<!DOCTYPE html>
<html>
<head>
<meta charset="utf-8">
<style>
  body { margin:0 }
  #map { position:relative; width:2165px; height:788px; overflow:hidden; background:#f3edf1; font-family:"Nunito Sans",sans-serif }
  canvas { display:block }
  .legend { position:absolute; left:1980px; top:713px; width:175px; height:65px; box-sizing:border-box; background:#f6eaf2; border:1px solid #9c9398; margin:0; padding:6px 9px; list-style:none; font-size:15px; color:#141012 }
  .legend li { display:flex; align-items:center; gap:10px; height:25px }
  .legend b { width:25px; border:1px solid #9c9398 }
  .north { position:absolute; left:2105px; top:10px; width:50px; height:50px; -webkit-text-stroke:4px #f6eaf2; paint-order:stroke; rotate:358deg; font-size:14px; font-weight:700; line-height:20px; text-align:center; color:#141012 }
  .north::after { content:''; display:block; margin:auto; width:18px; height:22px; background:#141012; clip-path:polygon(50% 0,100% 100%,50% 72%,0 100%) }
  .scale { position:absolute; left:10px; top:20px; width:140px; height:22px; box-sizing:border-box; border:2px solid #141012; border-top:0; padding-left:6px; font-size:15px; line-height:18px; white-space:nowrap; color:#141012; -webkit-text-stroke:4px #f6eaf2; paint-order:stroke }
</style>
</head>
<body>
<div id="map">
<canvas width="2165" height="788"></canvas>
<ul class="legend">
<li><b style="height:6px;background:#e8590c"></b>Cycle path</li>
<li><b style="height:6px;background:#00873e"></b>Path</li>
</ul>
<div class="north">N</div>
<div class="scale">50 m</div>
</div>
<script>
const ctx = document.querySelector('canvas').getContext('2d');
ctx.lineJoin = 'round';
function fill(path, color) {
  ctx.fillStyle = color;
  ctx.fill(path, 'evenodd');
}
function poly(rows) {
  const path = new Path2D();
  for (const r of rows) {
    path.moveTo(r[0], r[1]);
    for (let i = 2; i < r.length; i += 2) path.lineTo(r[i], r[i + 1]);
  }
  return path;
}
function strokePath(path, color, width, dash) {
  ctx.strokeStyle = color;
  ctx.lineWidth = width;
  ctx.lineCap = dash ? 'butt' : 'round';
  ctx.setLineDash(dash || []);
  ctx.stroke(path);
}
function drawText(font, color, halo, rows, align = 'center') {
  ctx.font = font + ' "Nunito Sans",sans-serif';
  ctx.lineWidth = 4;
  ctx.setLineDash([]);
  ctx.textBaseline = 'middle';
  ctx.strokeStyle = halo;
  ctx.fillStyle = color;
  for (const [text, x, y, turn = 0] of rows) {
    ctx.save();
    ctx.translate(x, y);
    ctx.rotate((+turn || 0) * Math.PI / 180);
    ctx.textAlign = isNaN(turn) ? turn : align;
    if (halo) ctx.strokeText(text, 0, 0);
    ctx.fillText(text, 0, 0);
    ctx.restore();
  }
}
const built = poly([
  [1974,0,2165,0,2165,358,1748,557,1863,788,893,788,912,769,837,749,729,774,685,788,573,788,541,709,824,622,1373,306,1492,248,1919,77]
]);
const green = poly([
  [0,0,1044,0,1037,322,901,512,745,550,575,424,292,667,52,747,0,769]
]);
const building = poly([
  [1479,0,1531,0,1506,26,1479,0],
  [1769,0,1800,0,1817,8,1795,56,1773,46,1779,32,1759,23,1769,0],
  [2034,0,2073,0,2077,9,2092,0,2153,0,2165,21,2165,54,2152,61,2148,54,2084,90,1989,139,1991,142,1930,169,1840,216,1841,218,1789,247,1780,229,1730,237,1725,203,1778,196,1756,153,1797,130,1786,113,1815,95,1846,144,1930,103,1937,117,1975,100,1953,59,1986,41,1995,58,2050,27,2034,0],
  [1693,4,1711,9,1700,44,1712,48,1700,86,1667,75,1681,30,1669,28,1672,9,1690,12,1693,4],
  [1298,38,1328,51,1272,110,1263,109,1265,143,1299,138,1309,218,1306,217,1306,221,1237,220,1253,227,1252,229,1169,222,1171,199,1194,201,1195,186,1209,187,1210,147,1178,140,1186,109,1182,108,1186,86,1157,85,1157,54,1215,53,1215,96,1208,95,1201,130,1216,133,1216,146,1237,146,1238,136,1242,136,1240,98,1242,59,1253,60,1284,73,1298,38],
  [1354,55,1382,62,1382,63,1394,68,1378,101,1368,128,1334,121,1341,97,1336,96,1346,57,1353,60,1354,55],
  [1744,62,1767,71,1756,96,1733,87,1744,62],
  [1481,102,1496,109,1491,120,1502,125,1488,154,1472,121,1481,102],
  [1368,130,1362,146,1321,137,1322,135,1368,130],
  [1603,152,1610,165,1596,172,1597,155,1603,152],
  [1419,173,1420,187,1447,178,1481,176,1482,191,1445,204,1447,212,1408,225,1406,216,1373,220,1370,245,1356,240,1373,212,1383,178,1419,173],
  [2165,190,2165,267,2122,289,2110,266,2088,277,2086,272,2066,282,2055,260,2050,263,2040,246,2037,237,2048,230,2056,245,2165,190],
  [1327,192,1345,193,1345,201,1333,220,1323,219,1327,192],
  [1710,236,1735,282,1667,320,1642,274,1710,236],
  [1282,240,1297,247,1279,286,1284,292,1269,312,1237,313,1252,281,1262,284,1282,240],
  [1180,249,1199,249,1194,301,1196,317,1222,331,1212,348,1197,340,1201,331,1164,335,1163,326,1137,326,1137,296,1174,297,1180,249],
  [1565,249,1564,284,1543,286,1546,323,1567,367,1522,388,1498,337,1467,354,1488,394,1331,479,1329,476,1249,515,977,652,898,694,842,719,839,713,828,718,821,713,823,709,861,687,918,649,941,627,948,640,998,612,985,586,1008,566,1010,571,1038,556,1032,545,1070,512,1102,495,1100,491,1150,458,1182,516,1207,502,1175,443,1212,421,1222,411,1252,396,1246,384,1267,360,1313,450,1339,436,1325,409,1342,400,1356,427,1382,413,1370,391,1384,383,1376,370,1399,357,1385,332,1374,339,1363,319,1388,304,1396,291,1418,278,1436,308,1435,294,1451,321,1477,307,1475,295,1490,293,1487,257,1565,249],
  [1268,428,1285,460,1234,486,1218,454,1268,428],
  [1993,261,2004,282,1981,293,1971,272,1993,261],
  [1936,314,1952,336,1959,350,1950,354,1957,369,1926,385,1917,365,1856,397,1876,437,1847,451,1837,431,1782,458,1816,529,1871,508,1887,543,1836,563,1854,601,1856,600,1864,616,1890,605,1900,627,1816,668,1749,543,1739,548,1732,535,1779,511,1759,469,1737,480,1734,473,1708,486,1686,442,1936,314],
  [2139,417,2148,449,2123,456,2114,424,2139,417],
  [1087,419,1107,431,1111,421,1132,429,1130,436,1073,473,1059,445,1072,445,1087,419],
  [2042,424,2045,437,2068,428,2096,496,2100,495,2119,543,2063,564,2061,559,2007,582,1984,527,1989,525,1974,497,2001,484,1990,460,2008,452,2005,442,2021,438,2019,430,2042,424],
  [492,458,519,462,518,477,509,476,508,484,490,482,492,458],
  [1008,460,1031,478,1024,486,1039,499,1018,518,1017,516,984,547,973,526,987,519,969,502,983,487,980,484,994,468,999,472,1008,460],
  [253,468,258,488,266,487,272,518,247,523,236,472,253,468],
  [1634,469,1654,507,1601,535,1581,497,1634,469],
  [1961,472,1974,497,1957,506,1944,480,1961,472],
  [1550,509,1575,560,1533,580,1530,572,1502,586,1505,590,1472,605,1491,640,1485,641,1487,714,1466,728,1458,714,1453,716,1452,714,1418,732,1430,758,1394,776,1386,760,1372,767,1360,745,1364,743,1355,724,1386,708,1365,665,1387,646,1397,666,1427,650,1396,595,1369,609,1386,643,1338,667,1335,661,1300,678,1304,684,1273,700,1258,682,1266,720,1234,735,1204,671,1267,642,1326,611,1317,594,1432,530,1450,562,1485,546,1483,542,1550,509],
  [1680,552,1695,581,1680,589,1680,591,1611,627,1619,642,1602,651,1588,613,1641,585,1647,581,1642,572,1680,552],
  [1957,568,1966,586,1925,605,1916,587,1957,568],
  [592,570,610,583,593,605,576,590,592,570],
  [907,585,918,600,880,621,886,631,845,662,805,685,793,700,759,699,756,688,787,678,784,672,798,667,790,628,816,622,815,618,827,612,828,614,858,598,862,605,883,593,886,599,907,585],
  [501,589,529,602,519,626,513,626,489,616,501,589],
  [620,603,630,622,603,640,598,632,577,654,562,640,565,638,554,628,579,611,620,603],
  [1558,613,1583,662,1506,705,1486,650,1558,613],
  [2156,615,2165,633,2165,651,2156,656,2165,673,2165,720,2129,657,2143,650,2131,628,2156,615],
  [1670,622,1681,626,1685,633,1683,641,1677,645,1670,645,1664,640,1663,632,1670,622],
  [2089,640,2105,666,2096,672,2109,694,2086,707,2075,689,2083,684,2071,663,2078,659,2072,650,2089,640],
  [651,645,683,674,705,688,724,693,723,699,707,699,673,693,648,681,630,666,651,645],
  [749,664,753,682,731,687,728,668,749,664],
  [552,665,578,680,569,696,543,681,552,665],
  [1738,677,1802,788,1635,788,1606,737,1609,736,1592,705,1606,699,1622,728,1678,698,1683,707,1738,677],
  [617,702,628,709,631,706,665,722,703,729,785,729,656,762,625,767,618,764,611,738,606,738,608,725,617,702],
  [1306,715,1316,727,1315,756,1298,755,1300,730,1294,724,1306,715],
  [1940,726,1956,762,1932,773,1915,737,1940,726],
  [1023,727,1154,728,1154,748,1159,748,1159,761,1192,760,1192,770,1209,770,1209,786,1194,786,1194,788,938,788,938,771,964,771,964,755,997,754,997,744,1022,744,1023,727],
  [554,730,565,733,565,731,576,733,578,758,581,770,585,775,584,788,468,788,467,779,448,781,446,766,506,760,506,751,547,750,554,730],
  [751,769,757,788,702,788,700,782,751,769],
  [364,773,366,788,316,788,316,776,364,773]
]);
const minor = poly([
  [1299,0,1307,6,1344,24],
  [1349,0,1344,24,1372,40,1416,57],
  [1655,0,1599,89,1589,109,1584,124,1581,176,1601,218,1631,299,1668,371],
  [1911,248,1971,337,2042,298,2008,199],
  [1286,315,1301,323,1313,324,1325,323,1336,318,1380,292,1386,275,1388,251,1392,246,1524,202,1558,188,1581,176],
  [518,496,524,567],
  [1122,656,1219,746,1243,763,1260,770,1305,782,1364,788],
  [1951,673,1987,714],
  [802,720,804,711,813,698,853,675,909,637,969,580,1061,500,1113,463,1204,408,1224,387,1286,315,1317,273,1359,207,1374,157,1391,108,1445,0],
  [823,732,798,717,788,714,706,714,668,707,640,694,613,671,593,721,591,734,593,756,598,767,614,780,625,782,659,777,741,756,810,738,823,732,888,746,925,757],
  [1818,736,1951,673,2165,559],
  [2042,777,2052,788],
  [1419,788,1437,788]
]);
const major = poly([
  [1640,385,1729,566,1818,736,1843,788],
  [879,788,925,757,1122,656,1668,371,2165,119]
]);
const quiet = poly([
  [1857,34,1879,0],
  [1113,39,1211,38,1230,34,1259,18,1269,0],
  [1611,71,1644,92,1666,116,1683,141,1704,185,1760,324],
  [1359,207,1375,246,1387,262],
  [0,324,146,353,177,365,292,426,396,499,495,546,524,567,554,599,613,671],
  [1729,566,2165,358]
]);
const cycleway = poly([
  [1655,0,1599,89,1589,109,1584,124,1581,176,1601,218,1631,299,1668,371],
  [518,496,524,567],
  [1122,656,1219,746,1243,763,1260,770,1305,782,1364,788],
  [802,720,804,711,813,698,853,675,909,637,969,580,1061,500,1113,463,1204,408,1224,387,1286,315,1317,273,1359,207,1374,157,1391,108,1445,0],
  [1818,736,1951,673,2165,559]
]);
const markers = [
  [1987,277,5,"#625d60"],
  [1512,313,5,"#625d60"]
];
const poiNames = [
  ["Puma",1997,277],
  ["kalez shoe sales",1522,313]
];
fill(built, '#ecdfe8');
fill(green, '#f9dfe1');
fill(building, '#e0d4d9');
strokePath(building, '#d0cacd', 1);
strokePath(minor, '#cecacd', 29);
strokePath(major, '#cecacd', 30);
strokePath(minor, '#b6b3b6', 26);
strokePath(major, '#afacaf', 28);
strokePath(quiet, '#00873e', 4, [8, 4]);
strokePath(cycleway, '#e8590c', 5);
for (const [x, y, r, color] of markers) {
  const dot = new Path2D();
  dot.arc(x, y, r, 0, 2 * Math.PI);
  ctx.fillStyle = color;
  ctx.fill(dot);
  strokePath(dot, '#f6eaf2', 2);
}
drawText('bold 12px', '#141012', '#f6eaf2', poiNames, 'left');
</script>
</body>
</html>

--- WORK REQUIRED ---
What lines in the data hold the word "setLineDash"? Return them.

--- ANSWER BOX ---
  ctx.setLineDash(dash || []);
  ctx.setLineDash([]);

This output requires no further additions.